Apply curation to colData in a SummarizedExperiment object

curate_se_colData(
  se,
  df,
  pattern_colname = head(colnames(df), 1),
  group_colname = NULL,
  id_colname = "Label",
  use = c("colnames"),
  use_delim = "_",
  subset_se = FALSE,
  warn_multimatch = TRUE,
  indent = 0,
  verbose = TRUE,
  ...
)

Arguments

se

SummarizedExperiment object.

df

data.frame (or equivalent) which contains columns of data annotation to be applied. The first column is assumed to be the column used for patterns to be matched with identifiers in the se object. The pattern column can be defined with pattern_colname.

pattern_colname

character value indicating which column in df contains patterns to be matched with identifiers in se. The default uses the first column in df. This value is passed to curate_to_df_by_pattern().

group_colname

character or NULL (default) indicating which column(s) represent experimental groups, used only to create a corresponding column with unique label for each entry. When NULL no action is taken, which is default.

id_colname

character used only when group_colname is defined and present in colnames(df), used to create a unique label for each row in colData(se). By default group_colname=NULL so no action is taken.

use

character string indicating the data to use as the identifiers when applying curation logic. The default is to use colnames(se), however it can use one or more columns from SummarizedExperiment::colData(se). Some options are described below:

  • "colnames": uses colnames(se), which should be equivalent to using rownames(SummarizedExperiment::colData(se)).

  • "rownames": uses rownames(SummarizedExperiment::colData(se)), which as stated above should be equivalent to colnames(se).

  • one or more character values that match colnames(colData(se)).

use_delim

character string used as a delimiter when use is supplied as a vector with multiple colnames. The values in each column are concatenated using this delimiter, by calling jamba::pasteByRow().

subset_se

logical indicating whether the se object columns be subset when not all identifiers matched the patterns in df.

  • When subset_se=FALSE any entries in se for which the identifier did not match the pattern in df, the corresponding rows of SummarizedExperiment::colData() will contain NA values.

  • When subset=TRUE any entries in se for which the identifier did not match the pattern in df will be removed from the se object.

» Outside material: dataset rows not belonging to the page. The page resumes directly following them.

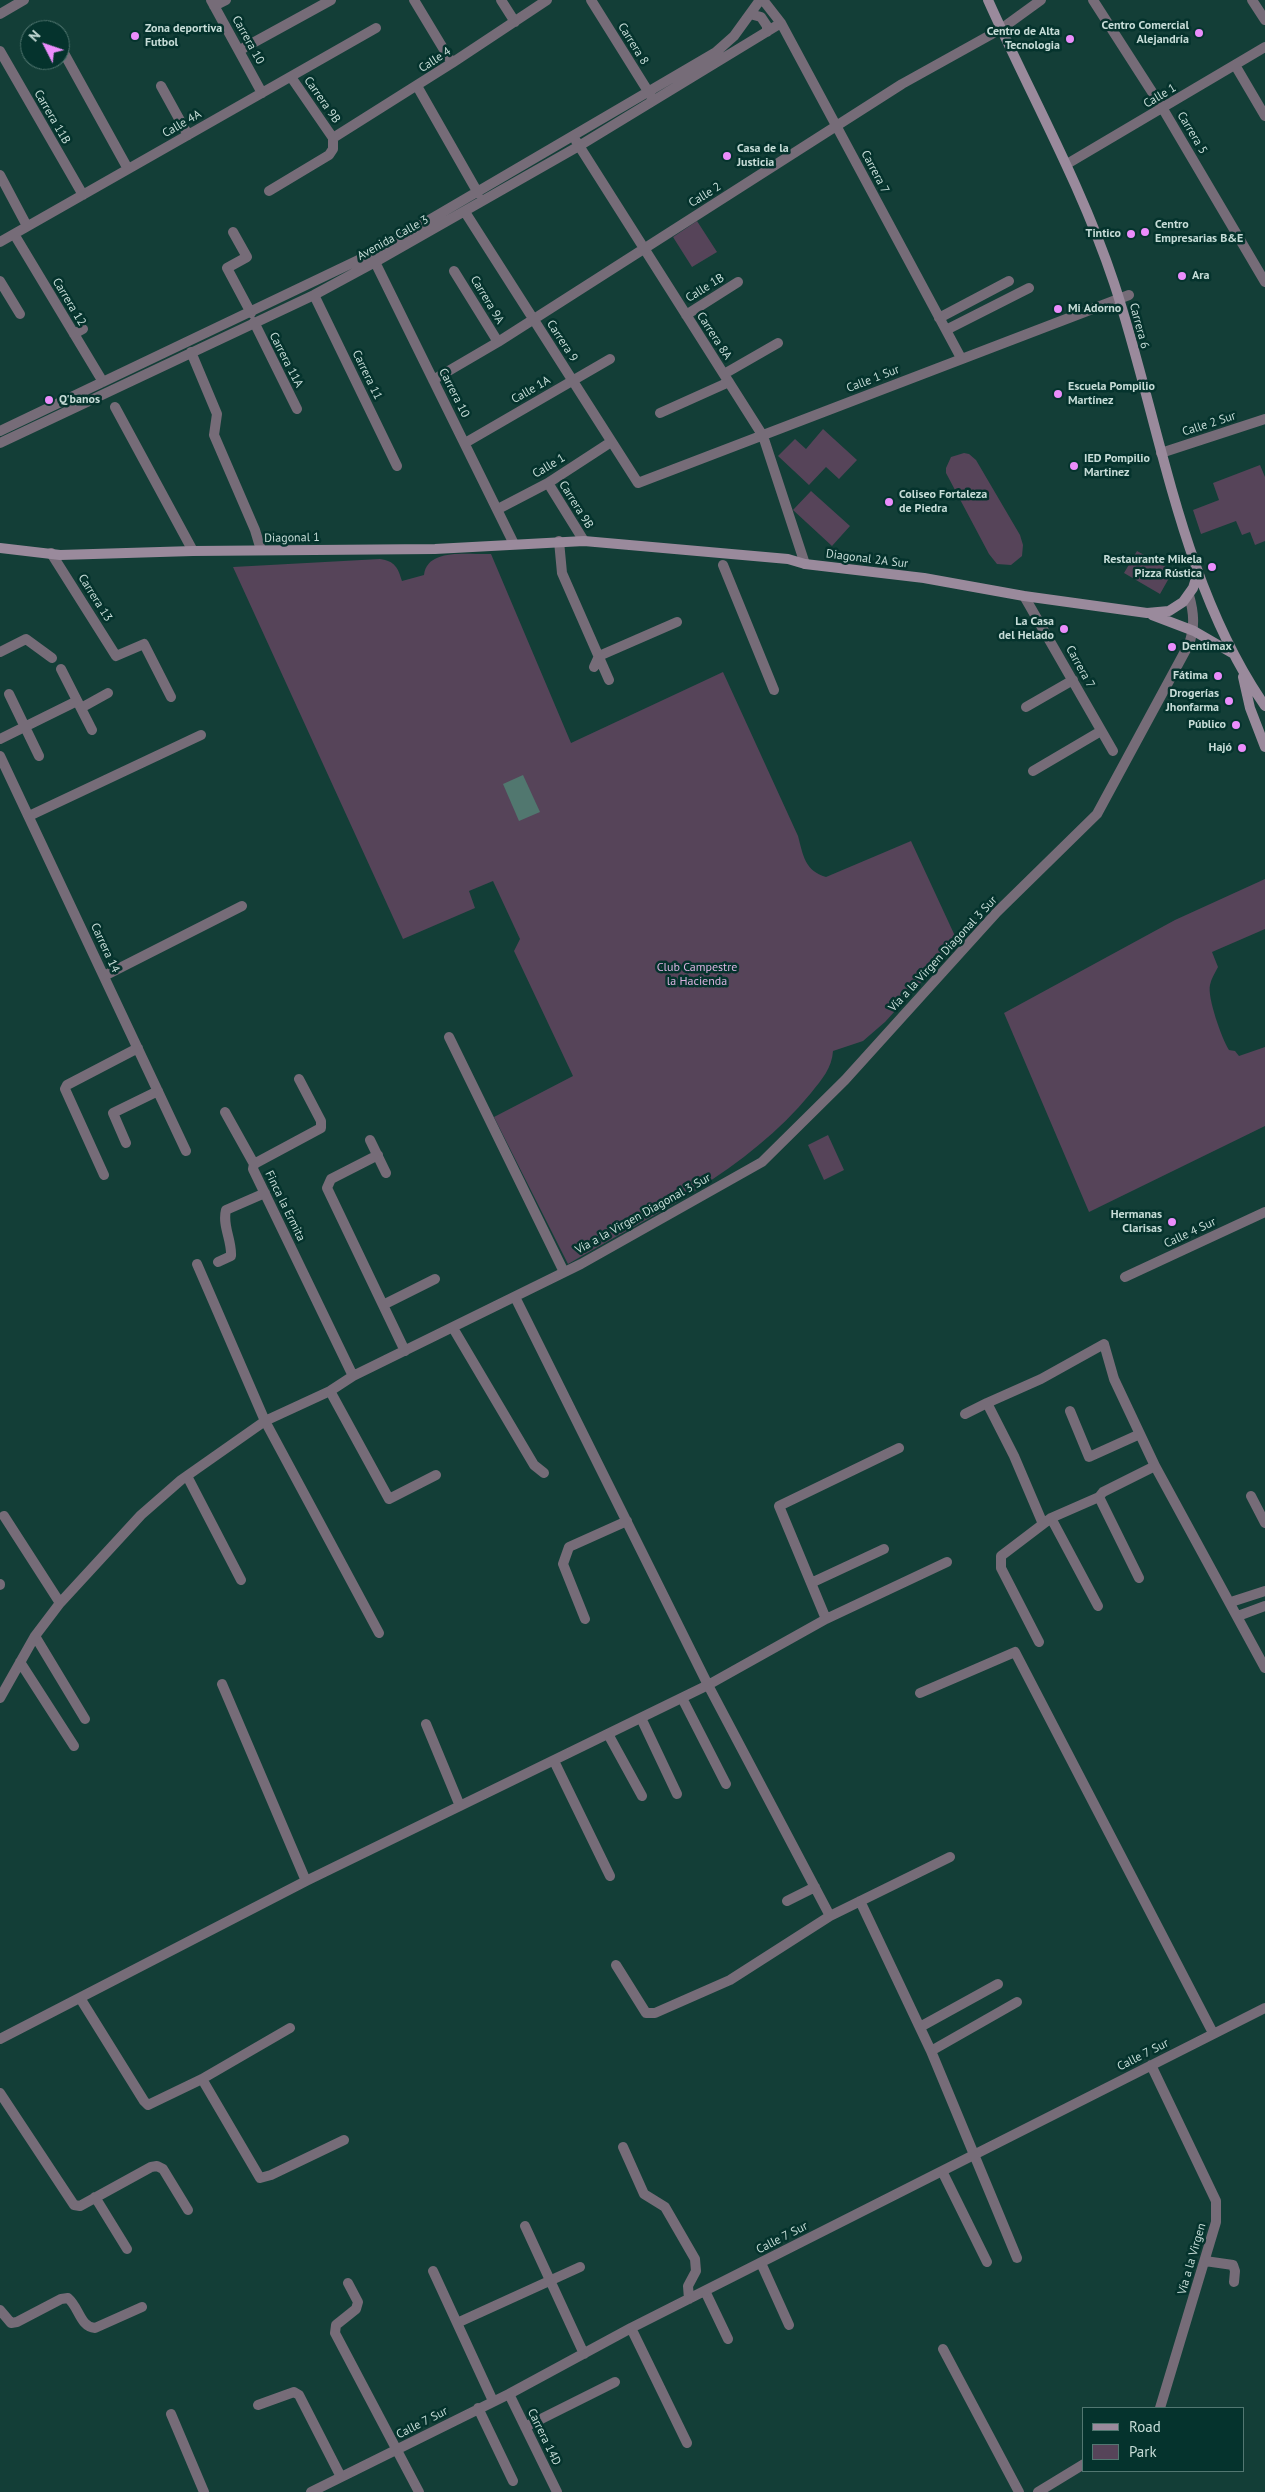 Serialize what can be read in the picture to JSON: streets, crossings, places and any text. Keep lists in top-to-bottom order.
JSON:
{
  "streets": {
    "main road": ["Carrera 6", "Diagonal 1", "Diagonal 2A Sur"],
    "street": [
      "Carrera 10",
      "Carrera 8",
      "Calle 4",
      "Calle 1",
      "Carrera 9B",
      "Carrera 11B",
      "Calle 4A",
      "Carrera 5",
      "Carrera 7",
      "Calle 2",
      "Avenida Calle 3",
      "Calle 1B",
      "Carrera 9A",
      "Carrera 12",
      "Carrera 8A",
      "Carrera 9",
      "Carrera 11A",
      "Carrera 11",
      "Calle 1 Sur",
      "Calle 1A",
      "Calle 2 Sur",
      "Carrera 13",
      "Carrera 14",
      "Vía a la Virgen Diagonal 3 Sur",
      "Finca la Ermita",
      "Calle 4 Sur",
      "Calle 7 Sur",
      "Vía a la Virgen",
      "Carrera 14D"
    ]
  },
  "crossings": [
    ["Carrera 10", "Calle 1"],
    ["Carrera 10", "Calle 4A"],
    ["Carrera 10", "Calle 2"],
    ["Carrera 10", "Avenida Calle 3"],
    ["Carrera 10", "Calle 1A"],
    ["Carrera 10", "Diagonal 1"],
    ["Carrera 8", "Avenida Calle 3"],
    ["Calle 4", "Carrera 9B"],
    ["Calle 1", "Carrera 9B"],
    ["Calle 1", "Carrera 5"],
    ["Calle 1", "Carrera 6"],
    ["Calle 1", "Carrera 9"],
    ["Carrera 9B", "Calle 4A"],
    ["Carrera 9B", "Diagonal 1"],
    ["Carrera 9B", "Diagonal 2A Sur"],
    ["Carrera 11B", "Calle 4A"],
    ["Calle 4A", "Carrera 12"],
    ["Carrera 7", "Calle 2"],
    ["Carrera 7", "Avenida Calle 3"],
    ["Carrera 7", "Calle 1 Sur"],
    ["Carrera 7", "Diagonal 2A Sur"],
    ["Calle 2", "Carrera 9A"],
    ["Calle 2", "Carrera 6"],
    ["Calle 2", "Carrera 8A"],
    ["Calle 2", "Carrera 9"],
    ["Avenida Calle 3", "Carrera 12"],
    ["Avenida Calle 3", "Carrera 8A"],
    ["Avenida Calle 3", "Carrera 9"],
    ["Avenida Calle 3", "Carrera 11A"],
    ["Avenida Calle 3", "Carrera 11"],
    ["Calle 1B", "Carrera 8A"],
    ["Carrera 6", "Calle 1 Sur"],
    ["Carrera 6", "Calle 2 Sur"],
    ["Carrera 8A", "Calle 1 Sur"],
    ["Carrera 8A", "Diagonal 2A Sur"],
    ["Carrera 9", "Calle 1 Sur"],
    ["Carrera 9", "Calle 1A"],
    ["Diagonal 1", "Diagonal 2A Sur"],
    ["Diagonal 1", "Carrera 13"],
    ["Vía a la Virgen Diagonal 3 Sur", "Finca la Ermita"],
    ["Calle 7 Sur", "Vía a la Virgen"],
    ["Calle 7 Sur", "Carrera 14D"]
  ],
  "parks": ["Club Campestre la Hacienda"],
  "places": [
    "Centro Comercial Alejandría",
    "Zona deportiva Futbol",
    "Centro de Alta Tecnologia",
    "Casa de la Justicia",
    "Centro Empresarias B&E",
    "Tintico",
    "Ara",
    "Mi Adorno",
    "Escuela Pompilio Martínez",
    "Q'banos",
    "IED Pompilio Martinez",
    "Coliseo Fortaleza de Piedra",
    "Restaurante Mikela Pizza Rústica",
    "La Casa del Helado",
    "Dentimax",
    "Fátima",
    "Drogerías Jhonfarma",
    "Público",
    "Hajó",
    "Hermanas Clarisas"
  ],
  "legend": ["Road", "Park"],
  "north": "top left"
}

This option is sometimes a convenient way to subset a large data to use only user-defined samples.

warn_multimatch

logical indicating whether to print a warning when any one pattern matches two or more identifiers. Sometimes this behavior is intended, however it may indicate that the patterns are not specific enough to match one unique identifier. See Details.

indent

numeric value used when verbose=TRUE, passed to jamba::printDebug().

verbose

logical indicating whether to print verbose output.

...

additional arguments are passed to curate_to_df_by_pattern().

Value

SummarizedExperiment::SummarizedExperiment object.

  • When subset_se=FALSE (default), the output will contain the same dimensions and column order as the input se.

  • When subset_se=TRUE the output object may contain fewer columns based upon the number of identifiers that matched the patterns supplied in df.

Details

Given a SummarizedExperiment object, this function is intended to augment the SummarizedExperiment::colData() annotation associated with columns, which are typically biological or experimental samples. Measurements within each sample are typically stored as rows.

A convenient wrapper to curate_to_df_by_pattern(), which applies the result directly to SummarizedExperiment::colData() which is stored as a S4Vectors::DataFrame-class.

Note that colnames present in both colData(se) and df will take the value from df as replacement, including the presence of NA values.

About pattern matching

The patterns are used to match identifiers using regular expressions, and the argument warn_multimatch=TRUE (default) will print a warning when one pattern matches two or more identifiers. It may be intended, or may indicate that some patterns are not specific enough to match only one intended identifier.

For example pattern="sample_3" will match identifiers: c("one_sample_3", "two_sample_3", "one_sample_31").

To overcome this type of issue, use regular expressions to limit matching to the end, for example pattern="sample_3$" will only match c("one_sample_3", "two_sample_3") and will not match "one_sample_31".

It can be helpful to name the pattern column "Pattern" so that the pattern used is clearly defined in the output colData(se), and can be compared to the intended identifiers.